- Problem details
Extract each line holding the word "number" from the entries.

Stored data entries:
------
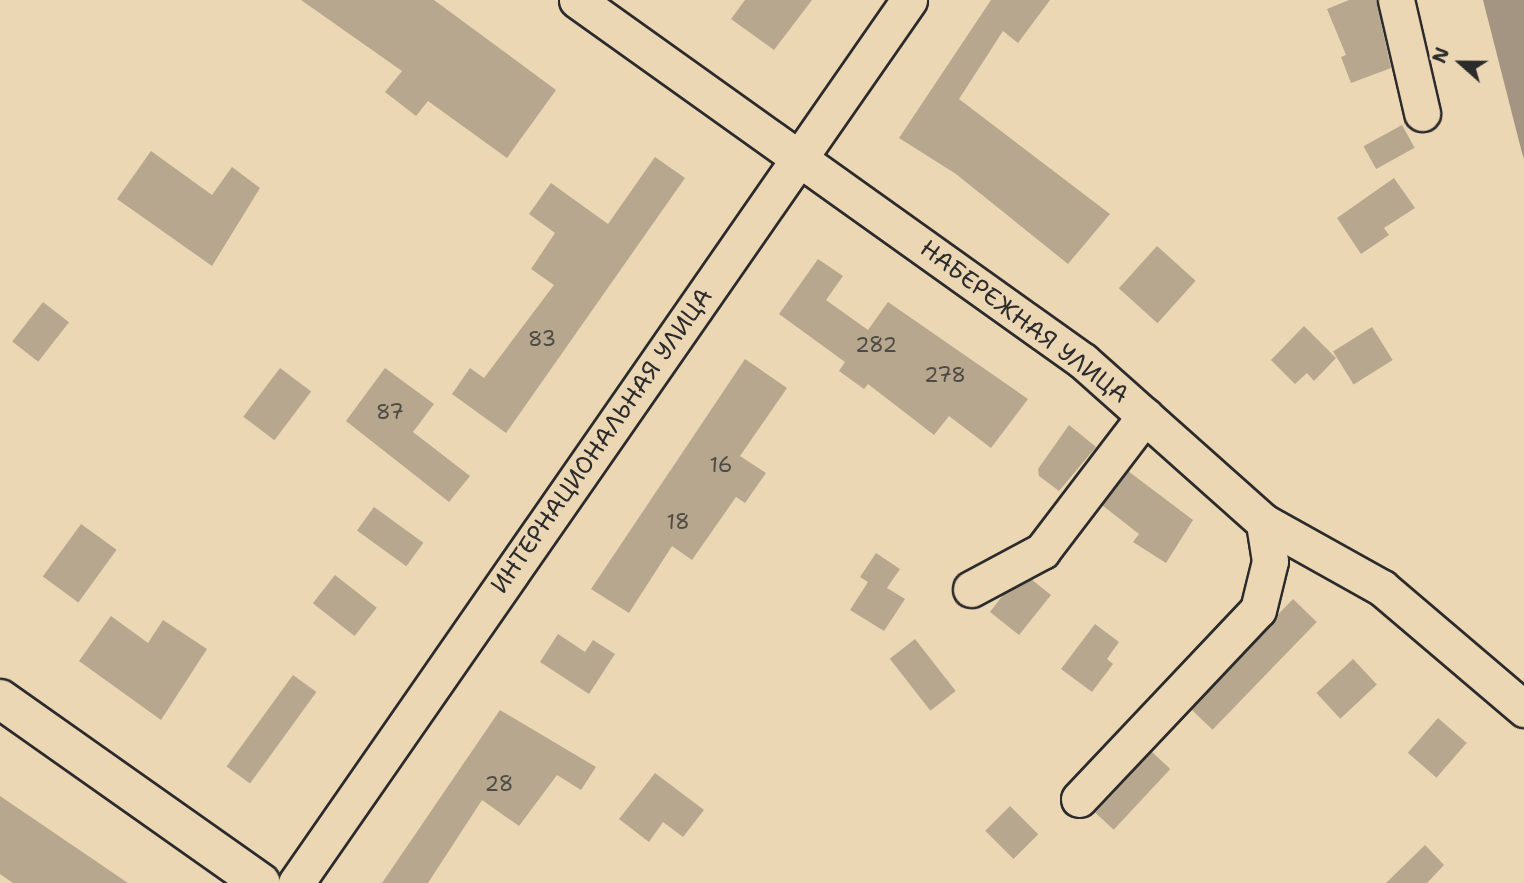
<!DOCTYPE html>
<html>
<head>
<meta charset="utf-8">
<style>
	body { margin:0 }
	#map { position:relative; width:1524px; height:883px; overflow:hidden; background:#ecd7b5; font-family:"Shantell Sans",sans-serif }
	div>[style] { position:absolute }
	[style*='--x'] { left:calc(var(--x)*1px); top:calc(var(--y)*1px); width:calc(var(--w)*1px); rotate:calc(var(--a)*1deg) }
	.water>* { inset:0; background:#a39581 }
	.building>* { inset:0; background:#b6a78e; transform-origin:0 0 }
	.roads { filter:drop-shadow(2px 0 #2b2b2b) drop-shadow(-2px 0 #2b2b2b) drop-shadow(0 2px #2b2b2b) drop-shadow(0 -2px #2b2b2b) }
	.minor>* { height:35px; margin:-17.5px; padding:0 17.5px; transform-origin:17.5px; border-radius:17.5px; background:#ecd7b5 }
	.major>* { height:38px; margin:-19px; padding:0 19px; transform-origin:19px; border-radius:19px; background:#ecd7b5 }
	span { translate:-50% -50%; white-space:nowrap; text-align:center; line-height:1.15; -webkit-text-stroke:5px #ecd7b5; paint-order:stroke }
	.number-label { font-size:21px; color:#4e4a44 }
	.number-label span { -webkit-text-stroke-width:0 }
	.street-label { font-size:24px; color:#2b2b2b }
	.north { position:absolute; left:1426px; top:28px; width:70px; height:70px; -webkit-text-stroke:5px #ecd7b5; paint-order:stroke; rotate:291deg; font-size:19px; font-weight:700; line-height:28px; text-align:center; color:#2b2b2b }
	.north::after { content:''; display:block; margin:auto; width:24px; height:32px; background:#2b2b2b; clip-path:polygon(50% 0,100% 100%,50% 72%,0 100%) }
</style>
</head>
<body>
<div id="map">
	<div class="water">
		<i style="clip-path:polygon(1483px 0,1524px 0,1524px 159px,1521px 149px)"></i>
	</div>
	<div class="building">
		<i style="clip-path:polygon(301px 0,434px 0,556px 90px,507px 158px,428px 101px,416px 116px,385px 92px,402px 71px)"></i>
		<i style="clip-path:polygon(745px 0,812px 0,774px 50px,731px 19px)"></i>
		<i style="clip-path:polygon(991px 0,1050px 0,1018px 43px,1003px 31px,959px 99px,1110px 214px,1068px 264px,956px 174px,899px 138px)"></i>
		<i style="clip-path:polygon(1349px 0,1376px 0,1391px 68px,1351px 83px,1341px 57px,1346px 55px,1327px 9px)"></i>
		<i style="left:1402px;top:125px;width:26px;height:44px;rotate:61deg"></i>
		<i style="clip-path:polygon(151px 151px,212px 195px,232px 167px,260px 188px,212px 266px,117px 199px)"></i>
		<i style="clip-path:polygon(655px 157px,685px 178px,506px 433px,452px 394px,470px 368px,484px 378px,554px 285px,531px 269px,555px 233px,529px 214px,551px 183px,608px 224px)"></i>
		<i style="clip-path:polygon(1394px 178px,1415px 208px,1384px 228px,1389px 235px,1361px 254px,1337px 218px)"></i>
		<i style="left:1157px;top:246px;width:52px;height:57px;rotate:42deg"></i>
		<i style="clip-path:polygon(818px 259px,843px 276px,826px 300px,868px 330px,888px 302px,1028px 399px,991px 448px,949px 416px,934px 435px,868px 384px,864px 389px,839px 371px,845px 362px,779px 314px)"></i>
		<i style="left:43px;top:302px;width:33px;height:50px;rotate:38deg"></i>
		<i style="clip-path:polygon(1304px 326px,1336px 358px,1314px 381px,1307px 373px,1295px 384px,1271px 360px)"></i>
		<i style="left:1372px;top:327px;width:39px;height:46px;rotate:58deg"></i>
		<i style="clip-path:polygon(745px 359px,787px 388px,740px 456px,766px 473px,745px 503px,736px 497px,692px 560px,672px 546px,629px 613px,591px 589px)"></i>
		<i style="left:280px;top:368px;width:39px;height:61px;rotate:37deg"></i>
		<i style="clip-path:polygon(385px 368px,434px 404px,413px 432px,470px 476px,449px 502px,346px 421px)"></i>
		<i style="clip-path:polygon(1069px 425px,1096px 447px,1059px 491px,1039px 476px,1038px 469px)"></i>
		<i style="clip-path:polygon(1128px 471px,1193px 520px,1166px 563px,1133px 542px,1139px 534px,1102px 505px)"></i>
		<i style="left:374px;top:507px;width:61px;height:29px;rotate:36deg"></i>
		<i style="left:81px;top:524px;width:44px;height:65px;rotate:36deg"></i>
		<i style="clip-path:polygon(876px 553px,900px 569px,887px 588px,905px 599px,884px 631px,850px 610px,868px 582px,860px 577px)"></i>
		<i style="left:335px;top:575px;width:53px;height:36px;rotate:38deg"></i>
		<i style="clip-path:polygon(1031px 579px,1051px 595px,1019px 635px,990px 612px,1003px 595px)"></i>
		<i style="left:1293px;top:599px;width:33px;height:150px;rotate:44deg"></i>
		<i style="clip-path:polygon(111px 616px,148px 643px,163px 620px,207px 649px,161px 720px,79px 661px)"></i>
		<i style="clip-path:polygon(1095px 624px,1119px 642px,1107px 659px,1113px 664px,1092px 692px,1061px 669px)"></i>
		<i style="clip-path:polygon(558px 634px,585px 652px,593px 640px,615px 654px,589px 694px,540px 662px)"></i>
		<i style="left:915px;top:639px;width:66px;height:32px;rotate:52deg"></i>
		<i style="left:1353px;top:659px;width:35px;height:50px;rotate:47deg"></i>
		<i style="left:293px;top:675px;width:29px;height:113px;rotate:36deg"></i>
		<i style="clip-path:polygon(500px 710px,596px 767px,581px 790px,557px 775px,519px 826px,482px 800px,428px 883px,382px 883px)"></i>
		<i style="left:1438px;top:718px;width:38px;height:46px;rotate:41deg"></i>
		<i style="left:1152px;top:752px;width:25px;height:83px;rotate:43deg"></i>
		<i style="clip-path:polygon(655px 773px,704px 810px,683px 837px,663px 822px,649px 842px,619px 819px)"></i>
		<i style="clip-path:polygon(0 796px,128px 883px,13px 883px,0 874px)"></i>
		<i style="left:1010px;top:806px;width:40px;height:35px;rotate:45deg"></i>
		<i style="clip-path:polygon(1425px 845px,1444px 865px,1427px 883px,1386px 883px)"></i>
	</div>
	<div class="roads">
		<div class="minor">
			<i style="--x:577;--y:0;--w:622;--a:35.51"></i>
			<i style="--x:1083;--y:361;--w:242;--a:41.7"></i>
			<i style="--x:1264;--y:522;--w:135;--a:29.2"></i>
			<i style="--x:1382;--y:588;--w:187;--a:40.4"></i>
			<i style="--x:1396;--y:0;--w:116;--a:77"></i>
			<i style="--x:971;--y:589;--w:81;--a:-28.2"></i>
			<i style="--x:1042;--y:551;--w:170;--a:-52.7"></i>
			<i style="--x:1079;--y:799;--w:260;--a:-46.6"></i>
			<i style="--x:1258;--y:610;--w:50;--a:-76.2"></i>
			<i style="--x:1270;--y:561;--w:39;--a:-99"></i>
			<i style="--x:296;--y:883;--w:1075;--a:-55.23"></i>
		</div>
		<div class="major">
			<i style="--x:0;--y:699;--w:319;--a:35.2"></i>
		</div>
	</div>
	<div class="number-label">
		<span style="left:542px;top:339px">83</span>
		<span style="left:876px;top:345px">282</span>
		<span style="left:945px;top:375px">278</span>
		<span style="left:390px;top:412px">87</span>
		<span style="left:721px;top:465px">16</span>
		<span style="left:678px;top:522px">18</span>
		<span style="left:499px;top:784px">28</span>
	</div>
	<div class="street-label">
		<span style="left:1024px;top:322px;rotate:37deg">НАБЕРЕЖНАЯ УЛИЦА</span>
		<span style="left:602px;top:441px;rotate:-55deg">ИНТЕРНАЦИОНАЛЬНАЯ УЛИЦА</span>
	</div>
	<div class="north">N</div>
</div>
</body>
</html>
------
- Task output
	.number-label { font-size:21px; color:#4e4a44 }
	.number-label span { -webkit-text-stroke-width:0 }
	<div class="number-label">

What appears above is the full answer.